By Leila B. Salaverria
Everyone, from President Benigno Aquino III down to the most miserable of the victims of military rule, feels strongly that the teaching of the martial law period in the country’s history should be institutionalized.
But how to go about it is something that divides educators, historians, social activists, human rights advocates and lawmakers. For Education Secretary Armin Luistro, students should not be told straight out that martial law was good or bad, they must make that decision for themselves.
In fact, he said this was the new direction that the Department of Education (DepEd) is adopting in teaching about that 14-year period when the dictator Ferdinand Marcos imposed martial rule, taking for himself all the powers of the state and arresting and jailing everyone who opposed him and even those who he only thought were opposing him.

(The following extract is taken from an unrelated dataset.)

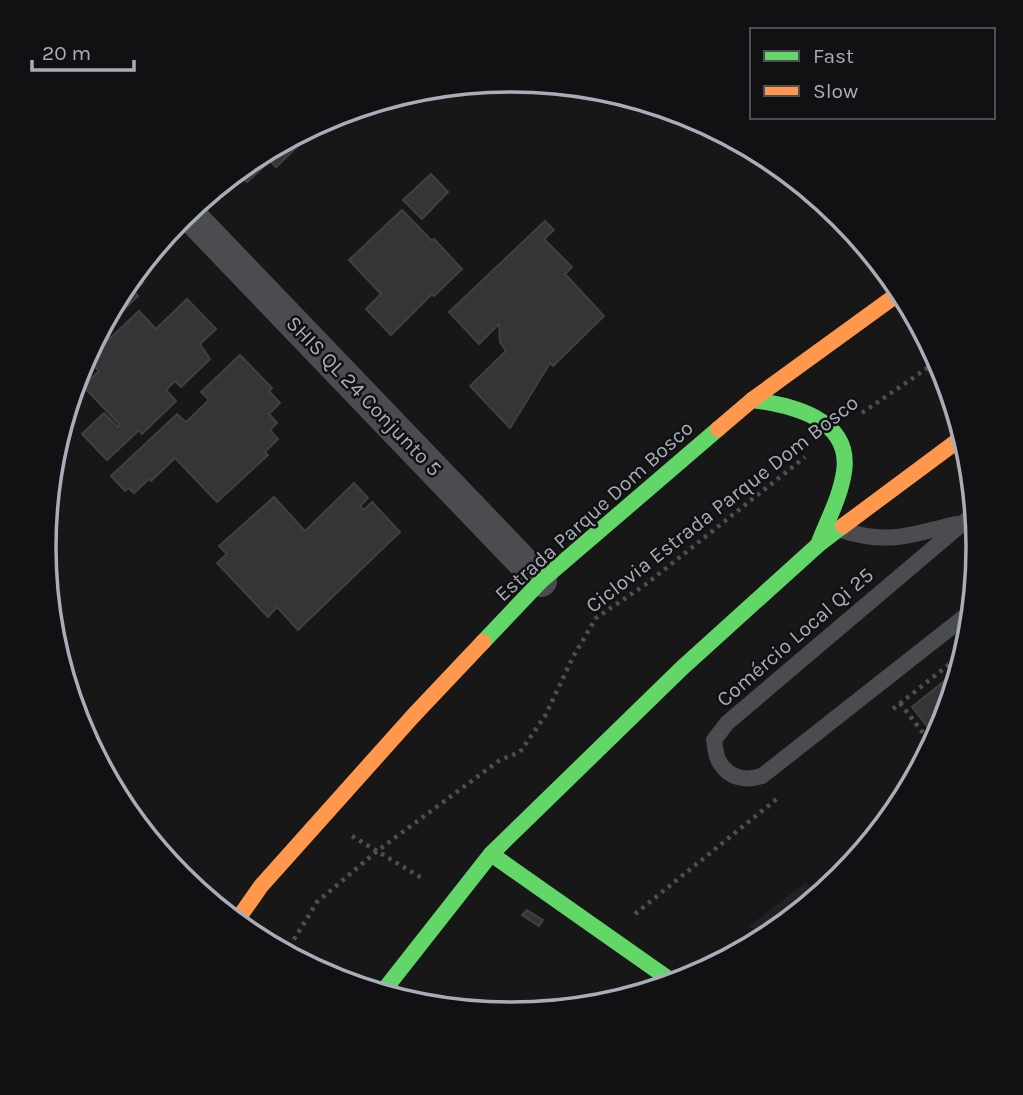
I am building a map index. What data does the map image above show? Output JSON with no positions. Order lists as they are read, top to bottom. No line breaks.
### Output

There was the dreaded Preventive Detention Authority.
According to Luistro, the DepEd is veering away from the current textbook-based approach where the students “imbibe the biases” of the historian that authored the book. In this new method, Filipinos will have to make their own conclusions about martial law based on what they have read and researched even beyond the textbooks, he said.

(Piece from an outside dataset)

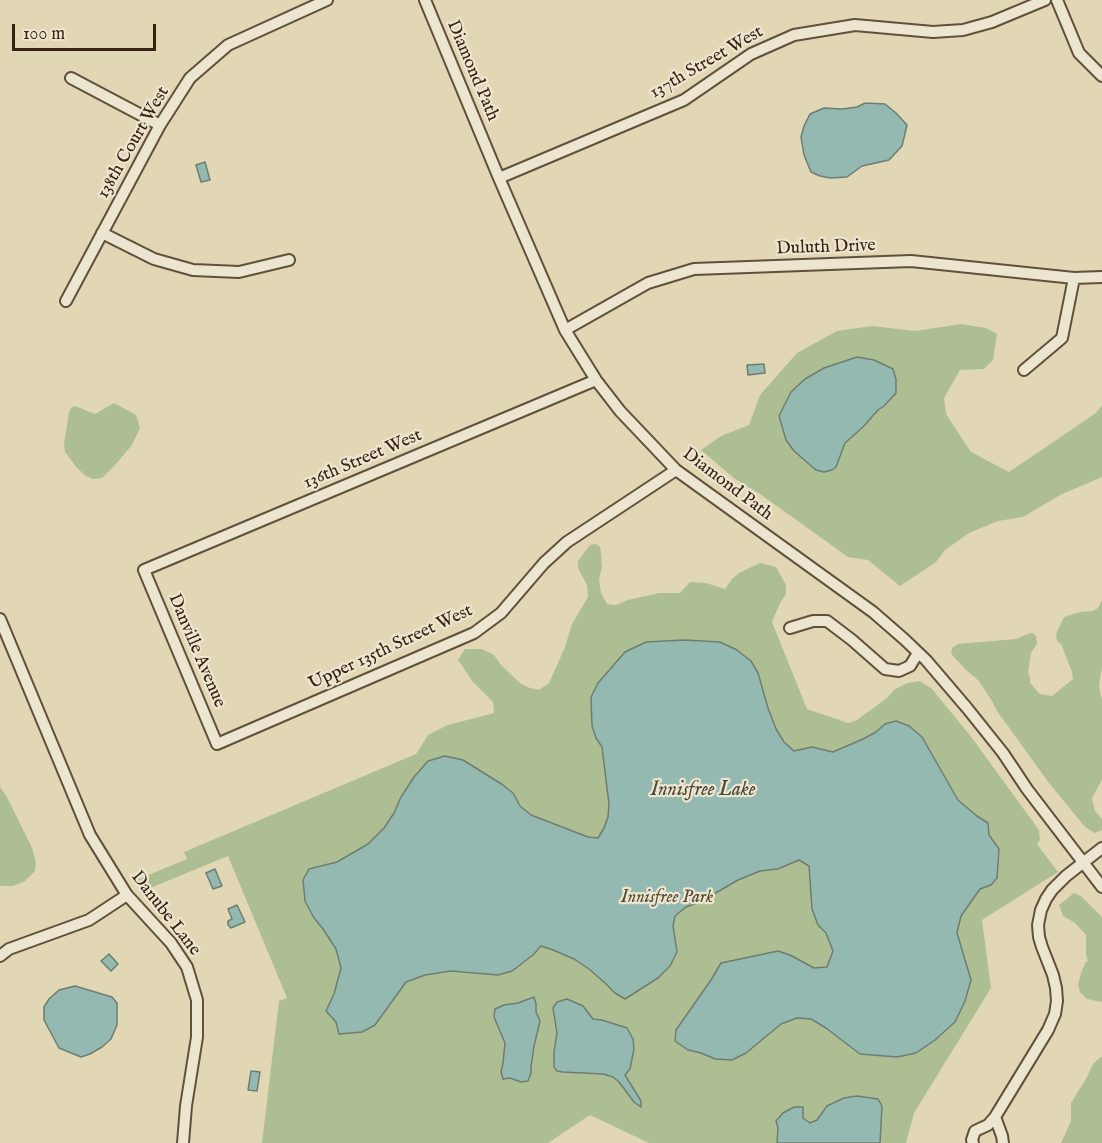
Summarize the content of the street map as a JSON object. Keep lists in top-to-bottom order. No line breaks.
{"streets":{"street":["137th Street West","Diamond Path","138th Court West","Duluth Drive","136th Street West","Upper 135th Street West","Danville Avenue","Danube Lane"]},"crossings":[["137th Street West","Diamond Path"],["Diamond Path","Duluth Drive"],["Diamond Path","136th Street West"],["Diamond Path","Upper 135th Street West"],["136th Street West","Danville Avenue"],["Upper 135th Street West","Danville Avenue"]],"water":["Innisfree Lake"],"parks":["Innisfree Park"],"scale_bar":"100 m"}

“If you already teach judgment or interpretation, I don’t think that’s education,” Luistro said.
At present, the students, especially those in high school, where there is wider discussion of martial law, base their knowledge on what is in the textbook, he said. In the new method he is espousing, students will be taught the facts about when, how and why Marcos proclaimed martial law. They will learn historical realities, what are the programs he implemented during the period, and the opposition to his rule.
But they will also be taught to look at other primary sources where they can dig up more information about what happened during that period, and which can include the disappearances or killings, Luistro said. They will be taught to reflect about how all those events have shaped their lives and communities, he said.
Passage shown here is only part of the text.